Sudan's Deep Sand, Bike Stands Alone

Sudan's Deep Sand: Bike Stands Alone

According to Rae and John, two retired Air Force Pilots who are taking part in the Tour this year, what we have been through these past 2 weeks is as difficult as basic training for the military. And I believe it! These past 4 days have been the most mentally and physically challenging days of my life.
We had a wonderful unscheduled day off in Waidi Halfa which I already told you about. Unfortunately, we had to pay a high price. Suddenly we were forced to cram 5 days of riding into 4 to make it to Dongola by Jan 27th. No problem, you say?
Well, if we had roads it would have been OK, but instead we travelled 110km per day through the Sudanese Desert. 427 km of deep sand, loose gravel, and corrugated road. I had heard about this type of road from last year's tour, but could not wrap my brain around what it was. It is the most painful experience on a bike, especially one without suspension. Miles and miles of constant bumps that jar your wrists, back, neck and knees. Basically your entire being feels like you were put in the rinse cycle of a washing machine and spit back out again. You spend your day looking for an easier line to follow, but you never find one.

Wandering the Desert of Sudan

Wandering the Desert of Sudan

Dave and I spent 9 hours a day on the bike for 3 days. At one point Dave said to me that he wouldn't wish this on his worse enemy. And here we are doing it by choice. We had some really low lows together that day. I put everything I had into day 1 in Sudan and spent the next 3 days suffering. Sometimes we would be so exhausted riding through the sand that we would just fall over.
To give you an example of a typical day, each morning we would wake up at 6 am, pack up our tents, have a quick breakfast, and leave for a long slow day in the hot sun. Then we would come back, set up our tent, eat dinner, and go to sleep.

So, now let me tell you about day 2. It was really “fun” because we became nice and lost late in the day.

No Roads in Sudan, Just Sand

No Roads in Sudan, Just Sand

You see many times you are only following grooves in the sand, so it is very easy to lose your way. We spent an hour walking from the Nile through farmer's fields to go back to the desert, then back to the Nile, then through the most rural village I have ever seen in my life. 5 huts, a donkey, 2 dogs, and a group of women watched us walk through with our bikes and dirty faces. Very surreal. We made our way back to the desert and eventually came across something that resembled a path and hoped for the best. We were both extremely worried that we were going to be stuck in the desert all night, but more importantly…Lose our EFI status!
As luck would have it, we made it into camp an hour before sundown. Yeah us.

 

Now for day 3. Debbie's breakdown day. I was very very fatigued and still had another 110km ahead of me. Many people had opted for the bus by this point, but I am too stubborn to give in and lucky for me, I had my rock at my side – Dave. So instead, I whimpered, cried, cursed, and stumbled my way through the day. Everyone else was also hurting and suffering, and the bonding that happened during that time was incredible.

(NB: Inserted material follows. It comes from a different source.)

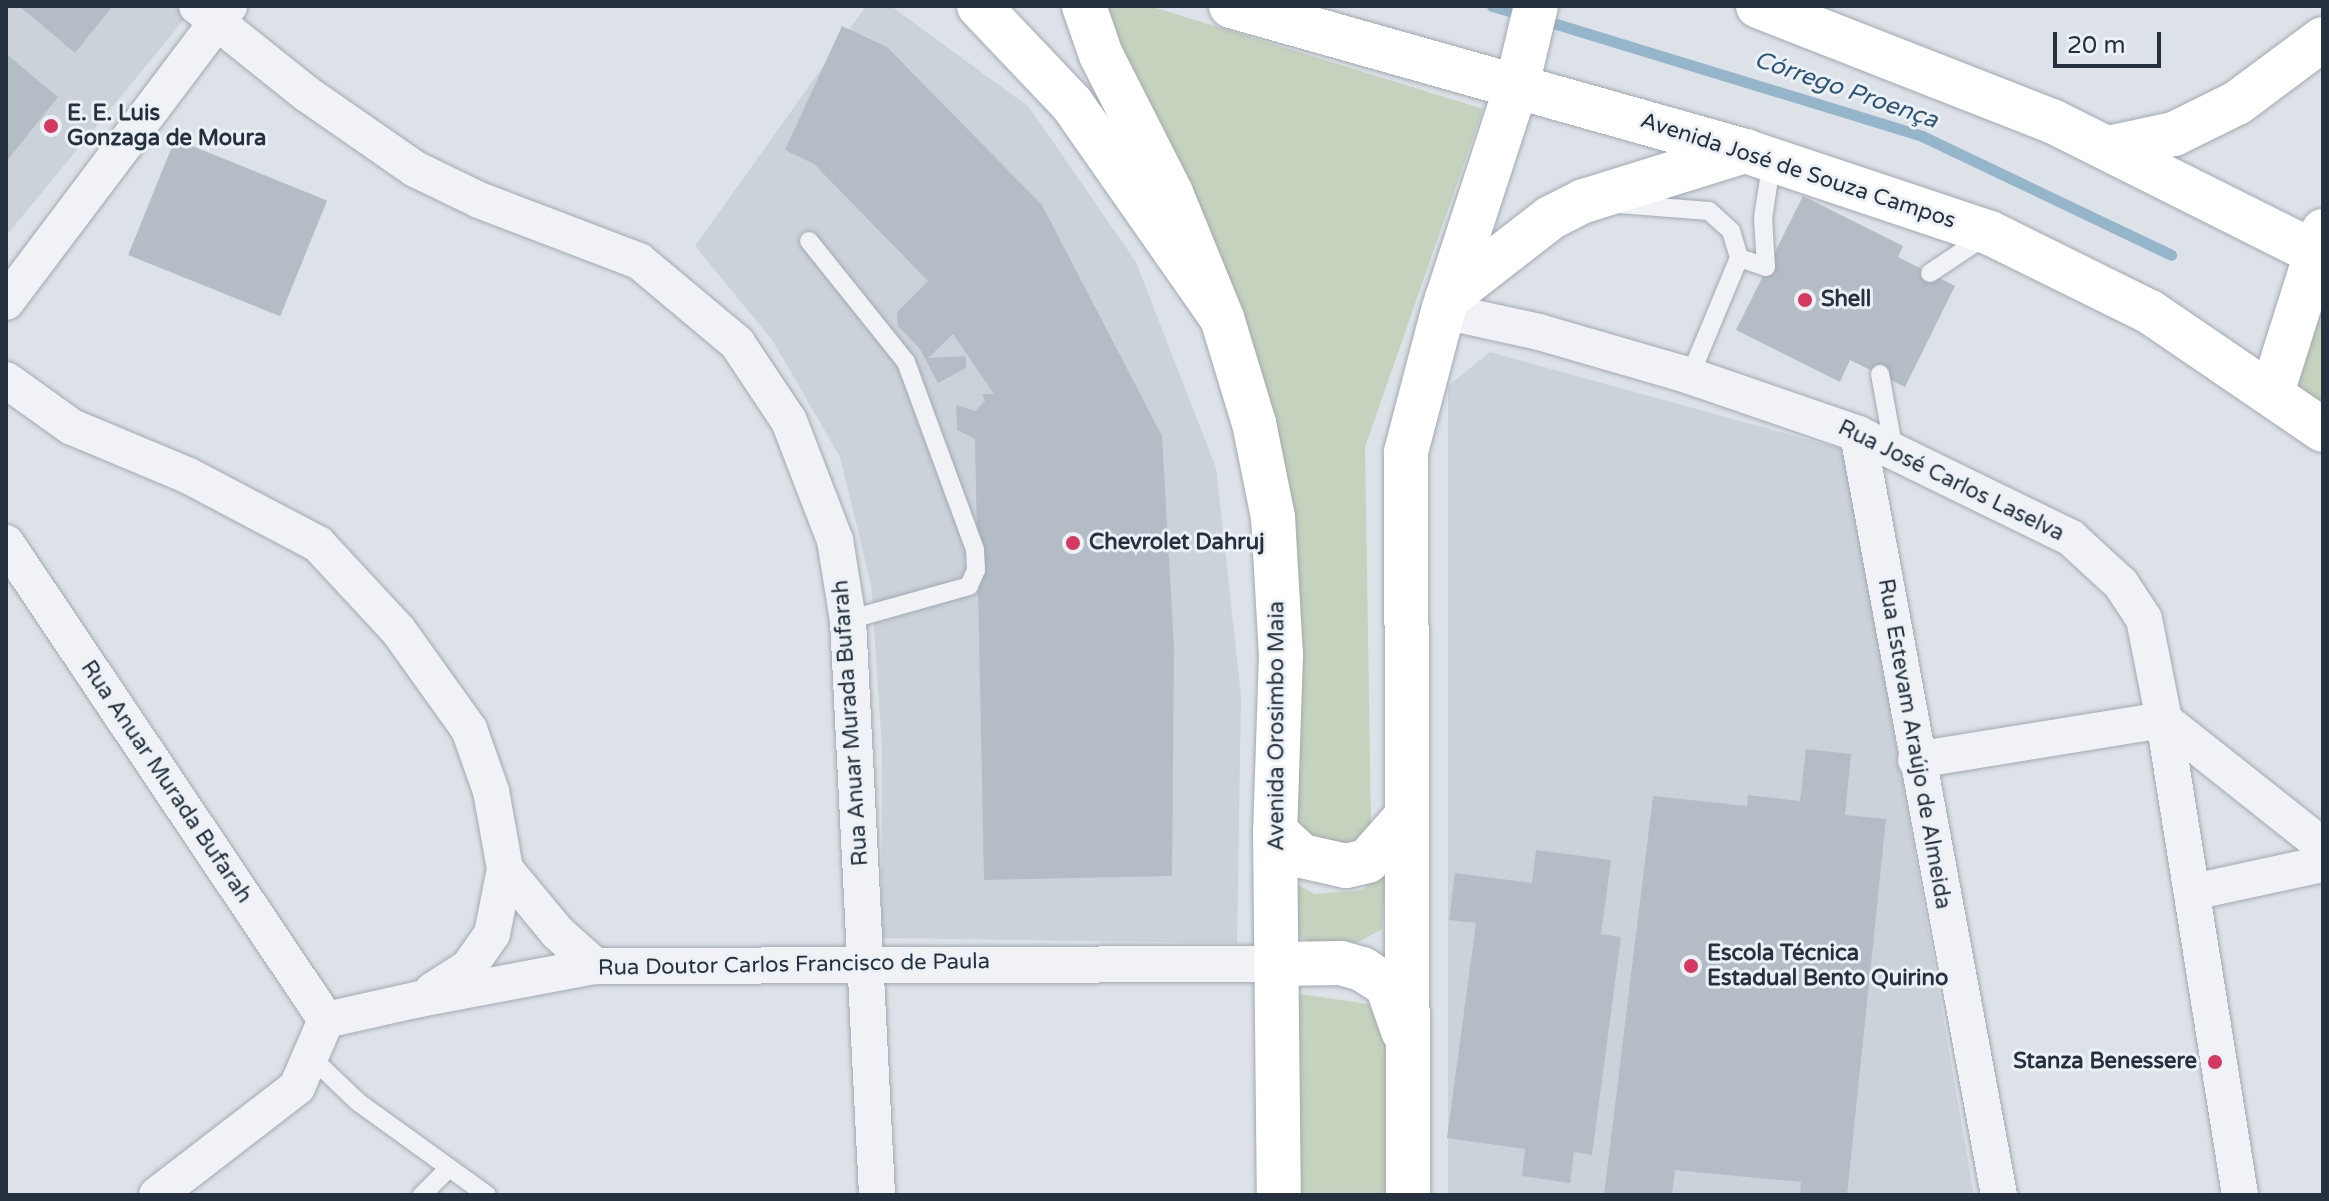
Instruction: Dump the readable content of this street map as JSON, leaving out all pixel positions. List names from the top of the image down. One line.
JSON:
{"streets":{"main road":["Avenida José de Souza Campos","Avenida Orosimbo Maia"],"street":["Rua José Carlos Laselva","Rua Anuar Murada Bufarah","Rua Estevam Araújo de Almeida","Rua Doutor Carlos Francisco de Paula"]},"crossings":[["Rua José Carlos Laselva","Rua Estevam Araújo de Almeida"],["Rua Anuar Murada Bufarah","Rua Doutor Carlos Francisco de Paula"],["Avenida Orosimbo Maia","Rua Doutor Carlos Francisco de Paula"]],"water":["Córrego Proença"],"places":["E. E. Luis Gonzaga de Moura","Shell","Chevrolet Dahruj","Escola Técnica Estadual Bento Quirino","Stanza Benessere"],"scale_bar":"20 m"}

People were so supportive and kind. I really have to emphasize what an amazing group of people we are travelling with. But then, what else would you expect from a bunch of nuts who thought it would be fun to cycle the continent of Africa? They have to be extraordinary.

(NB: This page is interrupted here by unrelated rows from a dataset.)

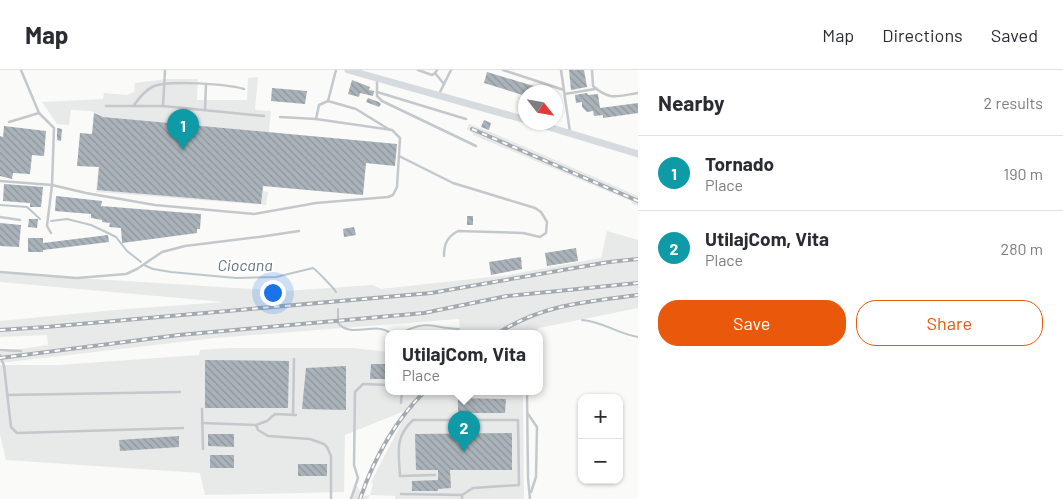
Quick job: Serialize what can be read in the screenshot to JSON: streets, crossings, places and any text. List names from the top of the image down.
{
  "water": ["Ciocana"],
  "north": "bottom right",
  "page": {
    "header": "Map",
    "nav": ["Map", "Directions", "Saved"],
    "heading": ["Nearby", "2 results"],
    "pins": ["1", "2"],
    "list": [
      {
        "mark": "1",
        "name": "Tornado",
        "note": "Place",
        "value": "190 m"
      },
      {
        "mark": "2",
        "name": "UtilajCom, Vita",
        "note": "Place",
        "value": "280 m"
      }
    ],
    "buttons": ["Save", "Share"],
    "popup": ["UtilajCom, Vita", "Place"],
    "map_buttons": ["+", "−"]
  }
}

Deb Kissing Tarmac after days in the Sand

Deb Kissing Tarmac after days in the Sand

So, this brings me to day 4, still riding and still suffering. But luckily, only 87km today. The good news is that at 63km we hit tarmac. Can it be true? It started with a grueling morning of 18km in deep sand where everyone became lost at one point. Groups were branching out and taking different tracks. It is amazing how quickly you can be with people and then they just disappear. We all eventually made it out though and once we hit the tarmac, I got down on my knees and kissed it.

We now have a rest day in Dongola and after 6 days without a shower, we were all bathing in our red boxes as soon as we arrived at camp. What a sight. A bunch of adults playing around the one hose of water that we had. As soon as we washed off that sand and grit, it was like we had washed away the pain and suffering of the past 4 days. Add a half a chicken dinner to that mix and we were very happy campers. Literally!

Dave Bathing our red box in Sudan

Dave Bathing our red box in Sudan

If we can make it through Sudan, we can make it anywhere.